How curiosity changes the brain to enhance learning

The more curious we are about a topic, the easier it is to learn information about that topic. New research publishing online October 2 in the Cell Press journal Neuron provides insights into what happens in our brains when curiosity is piqued. The findings could help scientists find ways to enhance overall learning and memory in both healthy individuals and those with neurological conditions.

"Our findings potentially have far-reaching implications for the public because they reveal insights into how a form of intrinsic motivation—curiosity—affects memory. These findings suggest ways to enhance learning in the classroom and other settings," says lead author Dr. Matthias Gruber, of University of California at Davis.

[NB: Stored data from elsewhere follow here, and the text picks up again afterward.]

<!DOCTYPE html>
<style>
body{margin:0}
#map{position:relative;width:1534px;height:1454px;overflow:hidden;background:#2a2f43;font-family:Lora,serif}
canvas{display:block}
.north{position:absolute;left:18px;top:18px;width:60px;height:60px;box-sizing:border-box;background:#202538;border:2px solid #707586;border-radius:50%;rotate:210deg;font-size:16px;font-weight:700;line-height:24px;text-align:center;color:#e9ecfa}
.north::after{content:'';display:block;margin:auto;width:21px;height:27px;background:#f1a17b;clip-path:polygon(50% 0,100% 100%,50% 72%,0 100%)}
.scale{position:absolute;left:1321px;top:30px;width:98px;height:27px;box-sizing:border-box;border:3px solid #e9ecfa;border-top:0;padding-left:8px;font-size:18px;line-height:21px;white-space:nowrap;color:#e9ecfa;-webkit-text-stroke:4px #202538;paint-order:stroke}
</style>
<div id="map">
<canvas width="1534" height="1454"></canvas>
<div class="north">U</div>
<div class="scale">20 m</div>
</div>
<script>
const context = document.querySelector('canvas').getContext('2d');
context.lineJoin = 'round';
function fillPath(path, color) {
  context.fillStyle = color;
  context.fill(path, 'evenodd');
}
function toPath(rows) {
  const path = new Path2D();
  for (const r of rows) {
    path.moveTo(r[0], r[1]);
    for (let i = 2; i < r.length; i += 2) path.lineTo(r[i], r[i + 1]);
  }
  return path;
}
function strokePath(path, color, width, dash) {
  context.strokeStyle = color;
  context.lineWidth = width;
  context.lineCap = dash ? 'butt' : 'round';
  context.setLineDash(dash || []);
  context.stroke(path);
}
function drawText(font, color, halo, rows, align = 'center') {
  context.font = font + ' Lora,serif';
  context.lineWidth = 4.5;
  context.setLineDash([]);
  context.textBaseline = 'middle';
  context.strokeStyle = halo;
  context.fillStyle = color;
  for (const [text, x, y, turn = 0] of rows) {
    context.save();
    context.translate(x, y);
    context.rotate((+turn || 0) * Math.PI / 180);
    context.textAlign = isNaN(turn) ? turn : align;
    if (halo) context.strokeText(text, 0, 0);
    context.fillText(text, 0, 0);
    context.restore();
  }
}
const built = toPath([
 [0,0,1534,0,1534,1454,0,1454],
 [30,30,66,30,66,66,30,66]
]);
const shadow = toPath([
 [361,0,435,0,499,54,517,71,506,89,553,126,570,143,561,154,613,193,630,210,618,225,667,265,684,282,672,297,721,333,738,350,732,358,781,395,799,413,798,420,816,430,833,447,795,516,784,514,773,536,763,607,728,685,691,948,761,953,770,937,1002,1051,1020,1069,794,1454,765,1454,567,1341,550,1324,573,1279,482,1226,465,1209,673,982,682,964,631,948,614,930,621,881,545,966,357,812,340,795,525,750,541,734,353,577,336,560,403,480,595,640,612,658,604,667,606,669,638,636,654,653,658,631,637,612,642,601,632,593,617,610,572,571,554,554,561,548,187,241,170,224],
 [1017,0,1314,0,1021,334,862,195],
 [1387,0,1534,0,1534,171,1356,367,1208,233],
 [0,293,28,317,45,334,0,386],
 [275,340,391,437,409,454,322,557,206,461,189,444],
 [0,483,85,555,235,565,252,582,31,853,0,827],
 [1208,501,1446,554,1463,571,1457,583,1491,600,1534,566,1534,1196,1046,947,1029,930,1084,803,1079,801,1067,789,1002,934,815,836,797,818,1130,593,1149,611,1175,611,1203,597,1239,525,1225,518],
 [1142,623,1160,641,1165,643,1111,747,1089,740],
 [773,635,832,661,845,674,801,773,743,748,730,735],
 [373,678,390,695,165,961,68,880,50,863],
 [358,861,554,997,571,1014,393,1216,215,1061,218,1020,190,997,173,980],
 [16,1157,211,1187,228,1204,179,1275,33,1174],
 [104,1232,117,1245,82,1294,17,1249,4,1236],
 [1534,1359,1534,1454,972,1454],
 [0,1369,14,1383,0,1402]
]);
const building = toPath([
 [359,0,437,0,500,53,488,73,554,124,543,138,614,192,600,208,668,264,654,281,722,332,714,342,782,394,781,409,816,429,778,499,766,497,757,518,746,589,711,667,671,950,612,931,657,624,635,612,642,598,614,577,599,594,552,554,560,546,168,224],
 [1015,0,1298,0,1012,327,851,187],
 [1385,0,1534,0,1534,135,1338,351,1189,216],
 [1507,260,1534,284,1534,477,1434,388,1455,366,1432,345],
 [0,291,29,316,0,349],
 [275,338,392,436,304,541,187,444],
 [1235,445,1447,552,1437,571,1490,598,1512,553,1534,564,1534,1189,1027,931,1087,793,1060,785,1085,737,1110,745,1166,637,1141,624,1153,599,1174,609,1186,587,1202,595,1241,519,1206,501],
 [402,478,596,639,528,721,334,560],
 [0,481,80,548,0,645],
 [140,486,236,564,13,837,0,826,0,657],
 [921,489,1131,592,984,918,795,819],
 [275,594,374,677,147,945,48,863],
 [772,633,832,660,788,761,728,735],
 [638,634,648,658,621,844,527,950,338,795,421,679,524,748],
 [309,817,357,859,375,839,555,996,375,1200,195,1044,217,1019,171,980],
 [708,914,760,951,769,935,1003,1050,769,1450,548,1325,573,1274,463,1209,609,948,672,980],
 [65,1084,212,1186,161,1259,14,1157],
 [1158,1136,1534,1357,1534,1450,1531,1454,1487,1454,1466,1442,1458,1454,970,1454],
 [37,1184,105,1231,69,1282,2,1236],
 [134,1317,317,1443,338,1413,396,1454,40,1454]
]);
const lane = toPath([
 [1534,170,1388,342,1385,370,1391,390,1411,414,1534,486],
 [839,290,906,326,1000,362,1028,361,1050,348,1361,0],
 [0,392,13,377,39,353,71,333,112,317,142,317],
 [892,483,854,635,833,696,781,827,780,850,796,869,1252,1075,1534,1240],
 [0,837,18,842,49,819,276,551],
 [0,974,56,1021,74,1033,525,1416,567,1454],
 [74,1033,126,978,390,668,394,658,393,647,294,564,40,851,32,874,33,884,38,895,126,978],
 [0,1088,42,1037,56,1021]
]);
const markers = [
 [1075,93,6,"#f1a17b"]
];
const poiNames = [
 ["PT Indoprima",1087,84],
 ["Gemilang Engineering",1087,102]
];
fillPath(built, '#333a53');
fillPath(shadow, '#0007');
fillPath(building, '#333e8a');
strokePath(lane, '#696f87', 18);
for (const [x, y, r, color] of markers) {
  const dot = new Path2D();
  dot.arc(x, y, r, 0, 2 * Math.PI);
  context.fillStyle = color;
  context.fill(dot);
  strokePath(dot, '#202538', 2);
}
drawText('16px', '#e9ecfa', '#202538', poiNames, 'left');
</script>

For the study, participants rated their curiosity to learn the answers to a series of trivia questions. When they were later presented with a selected trivia question, there was a 14 second delay before the answer was provided, during which time the participants were shown a picture of a neutral, unrelated face. Afterwards, participants performed a surprise recognition memory test for the faces that were presented, followed by a memory test for the answers to the trivia questions. During certain parts of the study, participants had their brains scanned via functional magnetic resonance imaging.

The study revealed three major findings. First, as expected, when people were highly curious to find out the answer to a question, they were better at learning that information. More surprising, however, was that once their curiosity was aroused, they showed better learning of entirely unrelated information (face recognition) that they encountered but were not necessarily curious about. People were also better able to retain the information learned during a curious state across a 24-hour delay. “Curiosity may put the brain in a state that allows it to learn and retain any kind of information, like a vortex that sucks in what you are motivated to learn, and also everything around it,” explains Dr. Gruber.

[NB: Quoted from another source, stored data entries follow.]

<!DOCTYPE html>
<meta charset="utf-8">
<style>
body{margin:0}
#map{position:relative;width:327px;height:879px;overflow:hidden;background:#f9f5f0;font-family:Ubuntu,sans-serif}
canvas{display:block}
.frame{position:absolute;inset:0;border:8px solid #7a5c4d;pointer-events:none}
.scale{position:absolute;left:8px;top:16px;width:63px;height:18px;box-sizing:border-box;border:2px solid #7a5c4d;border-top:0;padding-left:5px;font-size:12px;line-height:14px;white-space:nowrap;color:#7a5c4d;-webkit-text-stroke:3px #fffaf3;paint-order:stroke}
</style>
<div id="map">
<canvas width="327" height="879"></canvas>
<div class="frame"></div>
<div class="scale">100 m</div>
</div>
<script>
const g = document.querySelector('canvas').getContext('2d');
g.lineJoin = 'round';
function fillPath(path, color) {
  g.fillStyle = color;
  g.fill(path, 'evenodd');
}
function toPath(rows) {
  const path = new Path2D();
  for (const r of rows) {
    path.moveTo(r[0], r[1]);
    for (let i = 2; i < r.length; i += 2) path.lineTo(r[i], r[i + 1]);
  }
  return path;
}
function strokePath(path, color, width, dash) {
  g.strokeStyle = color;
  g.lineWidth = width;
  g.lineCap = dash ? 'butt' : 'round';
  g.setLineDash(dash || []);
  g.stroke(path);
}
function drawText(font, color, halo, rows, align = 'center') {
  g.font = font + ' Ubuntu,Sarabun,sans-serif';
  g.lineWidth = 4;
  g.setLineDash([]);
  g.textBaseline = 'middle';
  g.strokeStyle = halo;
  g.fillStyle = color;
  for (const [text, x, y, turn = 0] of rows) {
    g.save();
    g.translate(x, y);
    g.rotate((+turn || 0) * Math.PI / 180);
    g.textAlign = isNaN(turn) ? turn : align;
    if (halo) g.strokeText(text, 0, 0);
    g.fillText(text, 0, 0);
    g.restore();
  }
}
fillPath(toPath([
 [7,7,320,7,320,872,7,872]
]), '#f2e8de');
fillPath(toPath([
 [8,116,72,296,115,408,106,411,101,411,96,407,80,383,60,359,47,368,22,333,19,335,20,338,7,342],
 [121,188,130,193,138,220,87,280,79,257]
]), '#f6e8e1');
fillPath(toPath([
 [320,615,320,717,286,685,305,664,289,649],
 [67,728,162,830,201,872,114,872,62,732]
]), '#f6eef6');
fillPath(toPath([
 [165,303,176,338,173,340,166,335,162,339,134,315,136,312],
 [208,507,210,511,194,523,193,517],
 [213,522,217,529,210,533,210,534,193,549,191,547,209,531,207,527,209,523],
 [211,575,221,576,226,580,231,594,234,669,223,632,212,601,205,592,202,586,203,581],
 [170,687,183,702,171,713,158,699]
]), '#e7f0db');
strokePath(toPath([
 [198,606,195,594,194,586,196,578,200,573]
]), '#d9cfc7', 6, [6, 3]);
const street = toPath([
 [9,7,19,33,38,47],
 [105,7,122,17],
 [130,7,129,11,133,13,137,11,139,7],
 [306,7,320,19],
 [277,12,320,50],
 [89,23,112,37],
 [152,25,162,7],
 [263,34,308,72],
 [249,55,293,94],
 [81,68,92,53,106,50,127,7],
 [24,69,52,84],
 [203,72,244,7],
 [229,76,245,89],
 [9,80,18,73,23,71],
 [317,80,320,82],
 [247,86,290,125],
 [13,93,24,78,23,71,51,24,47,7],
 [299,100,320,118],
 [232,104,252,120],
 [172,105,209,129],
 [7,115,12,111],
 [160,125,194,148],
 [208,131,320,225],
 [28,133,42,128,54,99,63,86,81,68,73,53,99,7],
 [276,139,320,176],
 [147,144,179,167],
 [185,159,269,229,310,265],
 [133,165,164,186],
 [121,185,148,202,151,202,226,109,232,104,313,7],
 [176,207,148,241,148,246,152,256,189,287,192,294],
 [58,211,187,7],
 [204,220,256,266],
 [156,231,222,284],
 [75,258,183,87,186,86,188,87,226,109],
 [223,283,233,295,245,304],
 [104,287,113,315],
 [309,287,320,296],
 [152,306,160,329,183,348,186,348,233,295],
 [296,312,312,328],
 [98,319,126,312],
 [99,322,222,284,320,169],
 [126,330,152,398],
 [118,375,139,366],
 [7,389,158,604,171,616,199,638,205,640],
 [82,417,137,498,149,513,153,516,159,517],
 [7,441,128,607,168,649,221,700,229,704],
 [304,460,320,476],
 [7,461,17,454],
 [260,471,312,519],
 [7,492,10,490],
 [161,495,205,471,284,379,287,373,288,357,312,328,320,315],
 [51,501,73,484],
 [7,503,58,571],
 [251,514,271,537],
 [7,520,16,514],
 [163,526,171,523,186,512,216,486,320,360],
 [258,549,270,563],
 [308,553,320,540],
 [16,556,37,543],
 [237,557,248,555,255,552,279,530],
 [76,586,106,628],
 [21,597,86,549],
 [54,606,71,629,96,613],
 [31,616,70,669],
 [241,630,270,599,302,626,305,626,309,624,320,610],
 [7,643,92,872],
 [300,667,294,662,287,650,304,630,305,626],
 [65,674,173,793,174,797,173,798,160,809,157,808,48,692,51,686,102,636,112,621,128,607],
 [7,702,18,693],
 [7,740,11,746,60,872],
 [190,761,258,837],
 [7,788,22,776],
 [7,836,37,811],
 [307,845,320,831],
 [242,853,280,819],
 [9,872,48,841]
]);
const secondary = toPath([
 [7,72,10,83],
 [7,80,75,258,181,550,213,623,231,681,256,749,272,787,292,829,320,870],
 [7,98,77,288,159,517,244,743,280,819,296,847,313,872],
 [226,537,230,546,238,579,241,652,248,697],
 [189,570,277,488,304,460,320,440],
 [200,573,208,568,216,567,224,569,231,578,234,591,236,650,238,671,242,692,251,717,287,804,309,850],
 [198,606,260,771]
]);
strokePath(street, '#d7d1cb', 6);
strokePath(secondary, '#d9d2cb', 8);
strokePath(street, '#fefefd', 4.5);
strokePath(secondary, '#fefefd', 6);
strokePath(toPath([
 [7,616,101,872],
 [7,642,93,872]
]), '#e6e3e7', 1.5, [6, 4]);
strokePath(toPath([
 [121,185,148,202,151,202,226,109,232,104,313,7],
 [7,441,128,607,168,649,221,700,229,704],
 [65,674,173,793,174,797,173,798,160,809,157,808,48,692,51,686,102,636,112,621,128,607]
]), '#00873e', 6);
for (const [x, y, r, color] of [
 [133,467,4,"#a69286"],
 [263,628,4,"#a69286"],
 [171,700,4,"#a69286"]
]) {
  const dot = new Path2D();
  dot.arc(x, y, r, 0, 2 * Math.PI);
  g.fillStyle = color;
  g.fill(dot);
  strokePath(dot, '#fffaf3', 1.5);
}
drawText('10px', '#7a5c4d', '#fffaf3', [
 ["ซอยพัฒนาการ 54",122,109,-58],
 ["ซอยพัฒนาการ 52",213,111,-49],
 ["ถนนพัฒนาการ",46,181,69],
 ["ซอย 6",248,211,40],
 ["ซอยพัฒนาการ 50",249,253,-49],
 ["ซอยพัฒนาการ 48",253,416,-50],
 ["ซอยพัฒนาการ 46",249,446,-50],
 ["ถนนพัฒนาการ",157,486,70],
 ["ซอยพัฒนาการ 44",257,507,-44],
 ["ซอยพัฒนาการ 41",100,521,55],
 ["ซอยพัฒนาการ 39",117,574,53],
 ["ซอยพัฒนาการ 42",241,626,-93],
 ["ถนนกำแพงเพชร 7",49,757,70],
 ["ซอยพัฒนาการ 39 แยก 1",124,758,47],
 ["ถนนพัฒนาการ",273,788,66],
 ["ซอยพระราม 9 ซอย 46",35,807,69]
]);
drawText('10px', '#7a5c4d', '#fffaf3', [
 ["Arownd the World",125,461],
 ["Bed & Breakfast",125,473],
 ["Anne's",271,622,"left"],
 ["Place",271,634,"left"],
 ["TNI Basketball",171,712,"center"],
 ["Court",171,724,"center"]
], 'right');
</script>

Second, the investigators found that when curiosity is stimulated, there is increased activity in the brain circuit related to reward. “We showed that intrinsic motivation actually recruits the very same brain areas that are heavily involved in tangible, extrinsic motivation,” says Dr. Gruber. This reward circuit relies on dopamine, a chemical messenger that relays messages between neurons.

Third, the team discovered that when curiosity motivated learning, there was increased activity in the hippocampus, a brain region that is important for forming new memories, as well as increased interactions between the hippocampus and the reward circuit. “So curiosity recruits the reward system, and interactions between the reward system and the hippocampus seem to put the brain in a state in which you are more likely to learn and retain information, even if that information is not of particular interest or importance,” explains principal investigator Dr. Charan Ranganath, also of UC Davis.

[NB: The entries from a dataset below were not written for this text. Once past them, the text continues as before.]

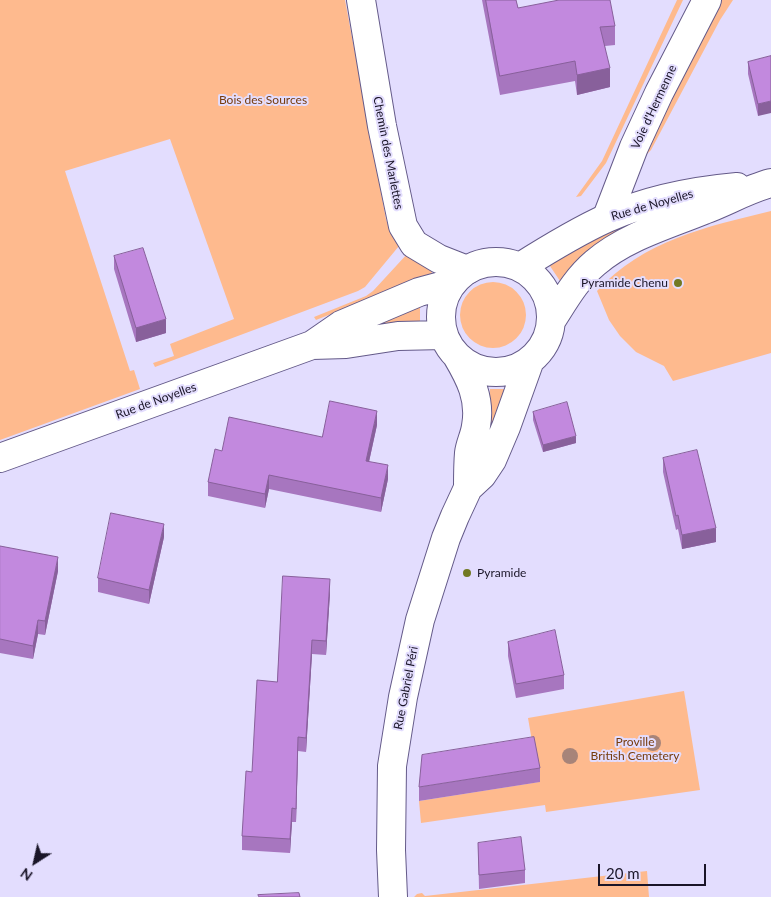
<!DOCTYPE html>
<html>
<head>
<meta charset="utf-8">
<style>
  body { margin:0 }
  #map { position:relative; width:771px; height:897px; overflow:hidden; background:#e3ddfe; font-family:Lato,sans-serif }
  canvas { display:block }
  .north { position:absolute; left:10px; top:837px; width:50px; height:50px; -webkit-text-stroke:4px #e3ddfe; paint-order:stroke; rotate:215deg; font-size:14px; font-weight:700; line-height:20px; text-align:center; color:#1a1528 }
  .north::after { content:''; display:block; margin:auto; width:18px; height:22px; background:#1a1528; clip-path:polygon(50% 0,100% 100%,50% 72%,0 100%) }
  .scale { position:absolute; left:598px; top:864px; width:108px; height:22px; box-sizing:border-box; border:2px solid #1a1528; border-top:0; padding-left:6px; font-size:15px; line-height:18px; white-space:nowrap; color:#1a1528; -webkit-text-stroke:4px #e3ddfe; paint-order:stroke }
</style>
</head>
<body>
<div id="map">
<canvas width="771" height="897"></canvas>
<div class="north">N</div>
<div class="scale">20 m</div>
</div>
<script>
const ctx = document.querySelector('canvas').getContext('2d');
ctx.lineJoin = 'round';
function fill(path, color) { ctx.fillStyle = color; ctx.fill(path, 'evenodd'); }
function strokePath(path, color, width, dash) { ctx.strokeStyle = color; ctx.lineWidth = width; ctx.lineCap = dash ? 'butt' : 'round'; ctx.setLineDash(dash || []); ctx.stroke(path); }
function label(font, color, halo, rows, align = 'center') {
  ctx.font = font + ' Lato,sans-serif'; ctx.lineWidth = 4; ctx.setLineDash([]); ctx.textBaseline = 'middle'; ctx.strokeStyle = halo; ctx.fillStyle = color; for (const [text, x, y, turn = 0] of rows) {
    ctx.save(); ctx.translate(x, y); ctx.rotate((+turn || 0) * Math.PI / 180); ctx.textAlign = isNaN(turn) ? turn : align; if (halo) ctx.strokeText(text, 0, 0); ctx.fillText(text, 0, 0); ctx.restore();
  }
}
const green = new Path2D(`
  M 0,0 L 345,0 L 386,219 L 391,234 L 399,246 L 365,287 L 358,291 L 155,367 L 153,363 L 174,356 L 170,344 L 234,319 L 170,139 L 65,171 L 130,371 L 134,370 L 140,389 L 0,440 Z
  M 677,0 L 683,0 L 606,163 L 581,196 L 576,197 L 602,161 Z
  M 720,0 L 733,0 L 720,20 L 651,150 L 647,154 L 644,152 Z
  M 675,206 L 567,272 L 560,281 L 548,263 L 599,232 Z
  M 771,211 L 771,353 L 673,381 L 664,366 L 636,352 L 620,336 L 609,320 L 597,291 C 644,240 706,227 771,211 Z
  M 408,253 L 431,268 L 432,274 L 316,320 L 314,317 L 366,296 L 373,291 Z
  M460 315a33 33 0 1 1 66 0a33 33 0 1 1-66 0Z
  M 420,306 L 420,324 L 357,335 L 390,318 Z
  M 490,389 L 505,389 L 489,444 L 487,428 Z
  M 684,691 L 700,790 L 546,812 L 545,805 L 421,823 L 419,801 L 539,782 L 528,718 Z
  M 647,871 L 649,897 L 414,897 L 417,894 L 422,893 L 425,896 Z`);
const street = new Path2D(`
  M 361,0 L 382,126 L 403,226 L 414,244 L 439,259 L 467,270
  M 607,217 L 634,147 L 659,93 L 707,0`);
const secondary = new Path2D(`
  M441 317a55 55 0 1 1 110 0a55 55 0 1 1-110 0Z
  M 520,267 C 547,250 578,231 607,218 C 647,200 693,191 737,187
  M 551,321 C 564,301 576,279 595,263 C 625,237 667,225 704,210 C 726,202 748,189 771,183
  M 312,345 L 346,344 L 398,336 L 444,335
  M 457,356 C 470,378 481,399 476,426 C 475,435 470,444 469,453 C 468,464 468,476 468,488
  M 0,458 L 312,345 L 341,325 L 419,292 L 452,283
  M 393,897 L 391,850 L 392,766 L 403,697 L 420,620 L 446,538 L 455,516 L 468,488 L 482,475 L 492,460 L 506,427 L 530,360`);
const trees = [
  [653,743],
  [570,756]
];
const wall = new Path2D(`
  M 482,0 L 516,0 L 518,8 L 615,26 L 615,45 L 605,46 L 610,87 L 577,95 L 575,81 L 500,95 Z
  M 771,56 L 758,116 L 748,74 L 748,62 Z
  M 114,256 L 166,333 L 136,342 L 114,269 Z
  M 533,412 L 576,443 L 543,452 L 533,420 Z
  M 377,425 L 369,462 L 388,479 L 381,512 L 269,489 L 265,508 L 208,496 L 208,482 L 222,451 L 322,437 Z
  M 663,458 L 716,542 L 682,549 L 678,529 L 676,530 L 663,472 Z
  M 164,537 L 149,604 L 98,592 L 98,578 Z
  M 0,546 L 58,571 L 45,635 L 38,634 L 33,659 L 0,653 Z
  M 330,593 L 326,655 L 312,654 L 306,752 L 298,751 L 296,822 L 292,822 L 290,853 L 242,850 L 242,836 L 252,772 Z
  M 508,642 L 564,675 L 564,689 L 516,698 L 508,656 Z
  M 540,768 L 540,782 L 419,801 L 419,787 Z
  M 478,843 L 525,870 L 525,883 L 479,889 Z`);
const shadedWall = new Path2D(`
  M 610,68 L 610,87 L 577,95 L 577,75 Z
  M 771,101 L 771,113 L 758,116 L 758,104 Z
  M 166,319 L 166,333 L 136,342 L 136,328 Z
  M 377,411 L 377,425 L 366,475 L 366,461 Z
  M 576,436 L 576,443 L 543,452 L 543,445 Z
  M 388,465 L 388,479 L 381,512 L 381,498 Z
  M 269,475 L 269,489 L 265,508 L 265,494 Z
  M 164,524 L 164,537 L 149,604 L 149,590 Z
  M 716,528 L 716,542 L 682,549 L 682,535 Z
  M 58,557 L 58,571 L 45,635 L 45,621 Z
  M 330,579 L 330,593 L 326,655 L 326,641 Z
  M 38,620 L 38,634 L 33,659 L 33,646 Z
  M 312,640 L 312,654 L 306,752 L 306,738 Z
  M 298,737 L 298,751 L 296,822 L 296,809 Z
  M 292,808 L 292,822 L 290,853 L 290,839 Z`);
const building = new Path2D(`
  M 486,0 L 516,0 L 518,8 L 559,0 L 610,0 L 615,26 L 600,27 L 610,68 L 577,75 L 575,61 L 500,76 Z
  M 771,56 L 771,101 L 758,104 L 748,62 Z
  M 143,248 L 166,319 L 136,328 L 114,256 Z
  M 330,401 L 377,411 L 366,461 L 388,465 L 381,498 L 269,475 L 265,494 L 208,482 L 215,449 L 222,451 L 229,417 L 322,437 Z
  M 567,402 L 576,436 L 543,445 L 533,412 Z
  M 697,450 L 716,528 L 682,535 L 678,515 L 676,516 L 663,458 Z
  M 111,513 L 164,524 L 149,590 L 98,578 Z
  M 0,546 L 58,557 L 45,621 L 38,620 L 33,646 L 0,639 Z
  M 283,576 L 330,579 L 326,641 L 312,640 L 306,738 L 298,737 L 296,809 L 292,808 L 290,839 L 242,836 L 246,771 L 252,772 L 257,680 L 277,682 Z
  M 555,630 L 564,675 L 516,684 L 508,642 Z
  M 534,737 L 540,768 L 419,787 L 422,755 Z
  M 521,837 L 525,870 L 479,875 L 478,843 Z
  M 299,893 L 300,897 L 259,897 L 258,895 Z`);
const markers = [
  [678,283,5,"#727923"],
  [467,573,5,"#727923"]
];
const parkNames = [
  ["Bois des Sources",263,100],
  ["Proville",635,742],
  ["British Cemetery",635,756]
];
const streetNames = [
  ["Voie d'Hermenne",654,107,-65],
  ["Chemin des Marlettes",388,153,79],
  ["Rue de Noyelles",652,205,-16],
  ["Rue de Noyelles",156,401,-20],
  ["Rue Gabriel Péri",406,688,-79]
];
const poiNames = [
  ["Pyramide Chenu",668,283],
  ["Pyramide",477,573,"left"]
];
fill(green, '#feba8e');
strokePath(street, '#645a89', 30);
strokePath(secondary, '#645a89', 30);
strokePath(street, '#fff', 28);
strokePath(secondary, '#fff', 28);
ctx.fillStyle = '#a78479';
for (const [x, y] of trees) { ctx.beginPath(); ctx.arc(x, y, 8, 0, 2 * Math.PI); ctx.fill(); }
fill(wall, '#a776bf');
fill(shadedWall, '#88609b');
fill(building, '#c289de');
strokePath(building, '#88609b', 1);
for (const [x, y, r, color] of markers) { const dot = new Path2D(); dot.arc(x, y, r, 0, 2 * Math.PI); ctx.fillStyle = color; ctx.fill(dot); strokePath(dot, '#e3ddfe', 2); }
label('12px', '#763c0d', '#e3ddfe', parkNames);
label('12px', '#1a1528', '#e3ddfe', streetNames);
label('12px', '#1a1528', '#e3ddfe', poiNames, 'right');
</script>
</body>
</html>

The findings could have implications for medicine and beyond. For example, the brain circuits that rely on dopamine tend to decline in function as people get older, or sooner in people with neurological conditions. Understanding the relationship between motivation and memory could therefore stimulate new efforts to improve memory in the healthy elderly and to develop new approaches for treating patients with disorders that affect memory. And in the classroom or workplace, learning what might be considered boring material could be enhanced if teachers or managers are able to harness the power of students’ and workers’ curiosity about something they are naturally motivated to learn.